In situ picosecond transient diffuse reflectance spectroscopy of opaque TiO2 systems under microwave irradiation and influence of oxygen vacancies on the UV-driven/microwave-assisted TiO2 photocatalysis†
Abstract
We report a picosecond transient diffuse reflectance study of commercially available pristine Ishihara ST01 titania, which upon treatment with hydrogen gas yields an oxygen-vacancy rich VO-ST01 system. For comparison, a nitrogen-doped N-ST01 sample was also prepared using urea as the nitrogen donor. These were characterized by XRD and by diffuse reflectance spectroscopy. Transient decay kinetics at 550 nm for all three samples were determined in situ using a 150 ps Nd-YAG pulsed laser system (10 Hz) and a Xe flash lamp (2 μs pulses) probe while samples were being microwave-irradiated (2.45 GHz). The transient(s) absorbing at the probe wavelength displayed double exponential decay kinetics: a fast decay that occurred within ca. 5–12 ns ascribed to recombination of photogenerated shallow-trapped or free conduction band electrons with valence band holes, and a slower decay that occurred from hundreds of nanoseconds to several microseconds attributable to recombination of electrons trapped in deep traps (e.g., either as Ti3+ or as F color centers) with free holes.
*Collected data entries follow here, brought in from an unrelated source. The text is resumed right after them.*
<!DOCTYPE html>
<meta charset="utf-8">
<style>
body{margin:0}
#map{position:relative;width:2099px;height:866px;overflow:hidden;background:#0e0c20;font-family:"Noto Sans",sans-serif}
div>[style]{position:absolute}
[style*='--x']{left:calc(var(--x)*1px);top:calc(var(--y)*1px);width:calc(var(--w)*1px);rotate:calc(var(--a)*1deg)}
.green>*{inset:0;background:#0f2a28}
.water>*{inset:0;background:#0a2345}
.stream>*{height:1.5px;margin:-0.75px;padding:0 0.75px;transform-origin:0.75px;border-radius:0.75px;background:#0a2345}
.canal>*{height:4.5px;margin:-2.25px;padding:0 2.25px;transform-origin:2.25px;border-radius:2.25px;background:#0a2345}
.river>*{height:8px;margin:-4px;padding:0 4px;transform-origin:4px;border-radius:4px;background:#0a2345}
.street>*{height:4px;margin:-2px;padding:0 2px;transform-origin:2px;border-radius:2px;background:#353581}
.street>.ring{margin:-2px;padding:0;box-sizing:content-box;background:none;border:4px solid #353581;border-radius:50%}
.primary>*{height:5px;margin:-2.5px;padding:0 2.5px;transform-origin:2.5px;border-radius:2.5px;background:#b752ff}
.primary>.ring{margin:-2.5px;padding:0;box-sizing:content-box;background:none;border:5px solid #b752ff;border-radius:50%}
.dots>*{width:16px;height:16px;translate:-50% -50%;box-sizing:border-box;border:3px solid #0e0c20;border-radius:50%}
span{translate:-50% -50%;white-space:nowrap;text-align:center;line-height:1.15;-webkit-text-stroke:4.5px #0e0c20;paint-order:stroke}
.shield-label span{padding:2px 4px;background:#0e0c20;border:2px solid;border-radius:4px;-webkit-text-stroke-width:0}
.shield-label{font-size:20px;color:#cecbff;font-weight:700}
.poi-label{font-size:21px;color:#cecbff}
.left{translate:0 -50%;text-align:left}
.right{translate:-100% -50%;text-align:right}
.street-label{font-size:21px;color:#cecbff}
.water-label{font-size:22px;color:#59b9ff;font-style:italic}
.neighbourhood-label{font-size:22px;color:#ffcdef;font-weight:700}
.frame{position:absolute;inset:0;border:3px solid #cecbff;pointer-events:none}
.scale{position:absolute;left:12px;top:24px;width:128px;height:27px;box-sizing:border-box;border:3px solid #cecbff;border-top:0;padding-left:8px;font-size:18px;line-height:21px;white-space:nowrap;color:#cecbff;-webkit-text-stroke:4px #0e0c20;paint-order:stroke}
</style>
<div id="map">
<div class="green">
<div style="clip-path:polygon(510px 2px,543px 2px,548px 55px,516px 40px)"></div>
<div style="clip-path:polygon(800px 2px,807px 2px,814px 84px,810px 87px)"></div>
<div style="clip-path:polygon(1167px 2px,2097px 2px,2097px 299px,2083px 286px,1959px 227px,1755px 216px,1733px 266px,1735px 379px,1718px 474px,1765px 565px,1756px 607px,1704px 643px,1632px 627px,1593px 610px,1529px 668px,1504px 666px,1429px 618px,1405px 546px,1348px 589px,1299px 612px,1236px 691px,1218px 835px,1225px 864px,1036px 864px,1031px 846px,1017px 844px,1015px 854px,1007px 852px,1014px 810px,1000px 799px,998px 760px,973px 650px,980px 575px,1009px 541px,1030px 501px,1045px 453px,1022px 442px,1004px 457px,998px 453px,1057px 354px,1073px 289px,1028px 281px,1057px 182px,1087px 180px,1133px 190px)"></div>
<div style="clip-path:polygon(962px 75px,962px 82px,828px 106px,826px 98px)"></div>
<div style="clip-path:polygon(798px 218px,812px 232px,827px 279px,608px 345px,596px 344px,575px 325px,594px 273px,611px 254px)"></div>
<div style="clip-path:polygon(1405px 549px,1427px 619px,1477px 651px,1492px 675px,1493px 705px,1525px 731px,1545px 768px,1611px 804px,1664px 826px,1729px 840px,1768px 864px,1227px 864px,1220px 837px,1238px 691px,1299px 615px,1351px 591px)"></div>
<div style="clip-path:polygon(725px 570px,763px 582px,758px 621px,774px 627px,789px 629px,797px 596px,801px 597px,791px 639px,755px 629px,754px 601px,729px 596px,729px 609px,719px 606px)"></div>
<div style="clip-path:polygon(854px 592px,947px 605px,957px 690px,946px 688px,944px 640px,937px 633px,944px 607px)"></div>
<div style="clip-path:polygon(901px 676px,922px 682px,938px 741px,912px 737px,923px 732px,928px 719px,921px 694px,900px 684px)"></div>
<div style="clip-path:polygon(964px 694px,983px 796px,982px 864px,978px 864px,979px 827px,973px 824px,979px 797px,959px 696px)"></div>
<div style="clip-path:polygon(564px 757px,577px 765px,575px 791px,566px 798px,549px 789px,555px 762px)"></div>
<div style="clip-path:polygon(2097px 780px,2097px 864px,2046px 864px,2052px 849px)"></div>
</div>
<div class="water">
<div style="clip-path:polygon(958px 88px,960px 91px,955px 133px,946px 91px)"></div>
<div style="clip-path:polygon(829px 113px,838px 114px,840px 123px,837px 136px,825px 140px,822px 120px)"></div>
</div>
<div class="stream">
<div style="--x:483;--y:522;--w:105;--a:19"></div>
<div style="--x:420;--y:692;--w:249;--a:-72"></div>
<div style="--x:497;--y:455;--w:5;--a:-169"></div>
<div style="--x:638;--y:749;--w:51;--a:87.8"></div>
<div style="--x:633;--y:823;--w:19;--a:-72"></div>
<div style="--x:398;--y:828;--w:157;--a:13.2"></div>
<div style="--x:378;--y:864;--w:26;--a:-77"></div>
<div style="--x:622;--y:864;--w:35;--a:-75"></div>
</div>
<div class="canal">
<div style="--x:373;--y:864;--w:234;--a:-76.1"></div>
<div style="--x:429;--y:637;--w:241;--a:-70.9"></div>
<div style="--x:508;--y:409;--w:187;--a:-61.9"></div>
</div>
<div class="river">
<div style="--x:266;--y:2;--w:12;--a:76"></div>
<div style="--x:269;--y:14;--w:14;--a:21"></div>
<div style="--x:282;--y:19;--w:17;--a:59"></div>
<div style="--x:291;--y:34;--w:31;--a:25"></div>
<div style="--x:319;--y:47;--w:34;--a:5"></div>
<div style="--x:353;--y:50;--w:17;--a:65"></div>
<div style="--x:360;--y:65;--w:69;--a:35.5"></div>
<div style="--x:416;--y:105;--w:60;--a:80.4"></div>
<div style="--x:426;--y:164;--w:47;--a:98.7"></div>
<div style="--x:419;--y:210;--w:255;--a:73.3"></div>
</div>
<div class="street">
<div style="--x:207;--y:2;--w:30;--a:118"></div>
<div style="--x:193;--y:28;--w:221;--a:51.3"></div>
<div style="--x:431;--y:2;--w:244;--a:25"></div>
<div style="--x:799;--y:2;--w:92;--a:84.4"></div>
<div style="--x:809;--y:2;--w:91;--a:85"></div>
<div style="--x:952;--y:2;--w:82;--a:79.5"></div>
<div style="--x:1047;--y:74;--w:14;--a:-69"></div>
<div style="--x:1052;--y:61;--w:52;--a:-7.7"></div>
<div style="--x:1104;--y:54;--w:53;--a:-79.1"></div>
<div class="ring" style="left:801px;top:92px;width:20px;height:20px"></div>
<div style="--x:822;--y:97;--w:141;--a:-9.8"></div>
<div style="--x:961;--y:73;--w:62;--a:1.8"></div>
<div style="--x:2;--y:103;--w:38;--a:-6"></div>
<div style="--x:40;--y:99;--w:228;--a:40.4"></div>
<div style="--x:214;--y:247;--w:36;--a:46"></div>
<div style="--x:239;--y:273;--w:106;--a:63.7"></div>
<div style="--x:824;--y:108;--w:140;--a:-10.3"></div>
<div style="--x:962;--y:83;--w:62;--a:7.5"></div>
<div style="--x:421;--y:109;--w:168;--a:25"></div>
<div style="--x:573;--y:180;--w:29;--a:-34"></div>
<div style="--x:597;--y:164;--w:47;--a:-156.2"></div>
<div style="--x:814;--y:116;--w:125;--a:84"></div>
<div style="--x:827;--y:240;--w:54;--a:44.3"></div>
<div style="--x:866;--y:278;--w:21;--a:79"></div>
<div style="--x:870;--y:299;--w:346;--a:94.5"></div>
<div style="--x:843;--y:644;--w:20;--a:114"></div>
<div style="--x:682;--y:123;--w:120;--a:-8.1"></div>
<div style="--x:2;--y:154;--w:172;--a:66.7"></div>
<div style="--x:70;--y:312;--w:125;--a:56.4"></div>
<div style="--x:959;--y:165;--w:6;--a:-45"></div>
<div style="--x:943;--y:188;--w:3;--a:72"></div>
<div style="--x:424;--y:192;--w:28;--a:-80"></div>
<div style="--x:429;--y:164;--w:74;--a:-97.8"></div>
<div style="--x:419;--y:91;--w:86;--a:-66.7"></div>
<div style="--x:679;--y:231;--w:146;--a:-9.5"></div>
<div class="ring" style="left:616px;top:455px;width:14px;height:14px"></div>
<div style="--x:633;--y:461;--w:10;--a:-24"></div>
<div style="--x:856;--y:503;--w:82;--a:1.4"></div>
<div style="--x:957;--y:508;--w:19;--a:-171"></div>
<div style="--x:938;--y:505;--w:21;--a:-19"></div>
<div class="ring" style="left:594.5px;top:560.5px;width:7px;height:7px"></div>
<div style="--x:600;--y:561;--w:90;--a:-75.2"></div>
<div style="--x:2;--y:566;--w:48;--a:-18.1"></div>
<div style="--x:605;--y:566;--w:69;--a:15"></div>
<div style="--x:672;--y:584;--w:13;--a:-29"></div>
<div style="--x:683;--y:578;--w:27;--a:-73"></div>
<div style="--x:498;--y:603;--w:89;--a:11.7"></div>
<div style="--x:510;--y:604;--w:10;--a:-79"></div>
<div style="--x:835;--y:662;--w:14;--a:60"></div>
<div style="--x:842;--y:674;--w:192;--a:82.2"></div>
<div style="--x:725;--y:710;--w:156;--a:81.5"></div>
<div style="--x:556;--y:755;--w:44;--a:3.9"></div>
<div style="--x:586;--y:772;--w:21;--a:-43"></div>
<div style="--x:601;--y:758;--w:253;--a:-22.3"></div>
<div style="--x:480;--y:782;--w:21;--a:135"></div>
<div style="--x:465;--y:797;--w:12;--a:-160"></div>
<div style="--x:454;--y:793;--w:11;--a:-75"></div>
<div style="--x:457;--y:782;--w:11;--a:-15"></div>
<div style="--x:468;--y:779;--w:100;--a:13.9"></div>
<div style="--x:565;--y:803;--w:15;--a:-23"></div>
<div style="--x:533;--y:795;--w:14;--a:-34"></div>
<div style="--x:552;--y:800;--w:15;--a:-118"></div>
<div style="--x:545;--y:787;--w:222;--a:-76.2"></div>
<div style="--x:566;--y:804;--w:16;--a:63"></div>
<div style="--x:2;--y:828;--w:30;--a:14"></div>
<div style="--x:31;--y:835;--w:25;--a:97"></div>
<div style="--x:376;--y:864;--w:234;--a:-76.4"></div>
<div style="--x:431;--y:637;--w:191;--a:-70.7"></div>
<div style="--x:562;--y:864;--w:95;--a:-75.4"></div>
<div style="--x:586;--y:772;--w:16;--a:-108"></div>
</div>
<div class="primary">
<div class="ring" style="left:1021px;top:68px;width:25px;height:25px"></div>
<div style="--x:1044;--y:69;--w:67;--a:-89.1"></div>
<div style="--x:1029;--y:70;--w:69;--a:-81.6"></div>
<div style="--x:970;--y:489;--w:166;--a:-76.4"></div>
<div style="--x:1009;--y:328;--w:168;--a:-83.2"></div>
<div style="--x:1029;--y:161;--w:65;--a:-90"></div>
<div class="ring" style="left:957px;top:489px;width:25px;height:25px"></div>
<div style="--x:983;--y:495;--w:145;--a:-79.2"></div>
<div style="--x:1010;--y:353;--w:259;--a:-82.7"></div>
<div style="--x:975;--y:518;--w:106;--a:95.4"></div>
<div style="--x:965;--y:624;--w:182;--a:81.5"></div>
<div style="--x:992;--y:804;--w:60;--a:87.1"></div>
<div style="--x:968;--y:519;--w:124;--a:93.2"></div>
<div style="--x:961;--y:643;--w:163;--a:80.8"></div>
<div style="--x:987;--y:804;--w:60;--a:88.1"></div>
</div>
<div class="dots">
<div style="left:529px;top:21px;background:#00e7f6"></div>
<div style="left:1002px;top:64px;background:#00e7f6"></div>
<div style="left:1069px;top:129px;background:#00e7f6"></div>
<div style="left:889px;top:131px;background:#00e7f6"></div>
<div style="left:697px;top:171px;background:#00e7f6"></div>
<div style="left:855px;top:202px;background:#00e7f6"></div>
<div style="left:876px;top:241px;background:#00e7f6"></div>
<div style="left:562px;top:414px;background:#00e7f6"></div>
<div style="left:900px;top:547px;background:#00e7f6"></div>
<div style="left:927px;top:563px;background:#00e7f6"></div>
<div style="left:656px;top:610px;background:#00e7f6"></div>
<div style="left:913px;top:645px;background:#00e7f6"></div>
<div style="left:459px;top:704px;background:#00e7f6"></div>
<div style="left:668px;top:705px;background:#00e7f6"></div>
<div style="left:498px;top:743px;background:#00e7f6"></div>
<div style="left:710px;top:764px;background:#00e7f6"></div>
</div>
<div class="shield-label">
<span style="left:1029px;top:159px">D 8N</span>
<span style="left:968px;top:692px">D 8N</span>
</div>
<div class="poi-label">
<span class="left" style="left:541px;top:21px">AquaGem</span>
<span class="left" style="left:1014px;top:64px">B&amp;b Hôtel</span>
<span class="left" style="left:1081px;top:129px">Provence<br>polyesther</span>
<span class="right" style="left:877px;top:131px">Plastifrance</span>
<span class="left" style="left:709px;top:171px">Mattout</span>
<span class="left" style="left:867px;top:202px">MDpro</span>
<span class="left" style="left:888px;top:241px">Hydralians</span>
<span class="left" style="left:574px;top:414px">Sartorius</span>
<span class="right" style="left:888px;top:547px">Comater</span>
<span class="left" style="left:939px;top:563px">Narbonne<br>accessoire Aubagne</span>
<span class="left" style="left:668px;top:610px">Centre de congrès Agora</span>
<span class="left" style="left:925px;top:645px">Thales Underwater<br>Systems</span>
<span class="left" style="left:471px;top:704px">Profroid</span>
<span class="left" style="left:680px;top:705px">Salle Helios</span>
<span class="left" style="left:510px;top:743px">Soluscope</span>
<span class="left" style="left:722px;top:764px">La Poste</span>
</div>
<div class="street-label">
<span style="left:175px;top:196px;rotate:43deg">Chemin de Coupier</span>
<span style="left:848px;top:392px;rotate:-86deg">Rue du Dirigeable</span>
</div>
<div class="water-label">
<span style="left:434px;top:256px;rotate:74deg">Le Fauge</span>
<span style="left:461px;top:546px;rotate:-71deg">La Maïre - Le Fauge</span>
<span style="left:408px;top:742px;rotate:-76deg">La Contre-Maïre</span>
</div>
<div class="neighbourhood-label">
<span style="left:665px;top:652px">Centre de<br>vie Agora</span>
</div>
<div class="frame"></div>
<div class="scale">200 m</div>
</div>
Significant differences were observed for the wet pristine ST01/H2O and VO-ST01/H2O systems when subjected to microwave irradiation; results concurred with those from the degradation of the 2,4-dichlorophenoxyacetic acid (2,4-D) herbicide in aqueous TiO2 dispersions at 100 °C under UV/microwave irradiation (UV/MW) and UV irradiation with conventional heating (UV/CH).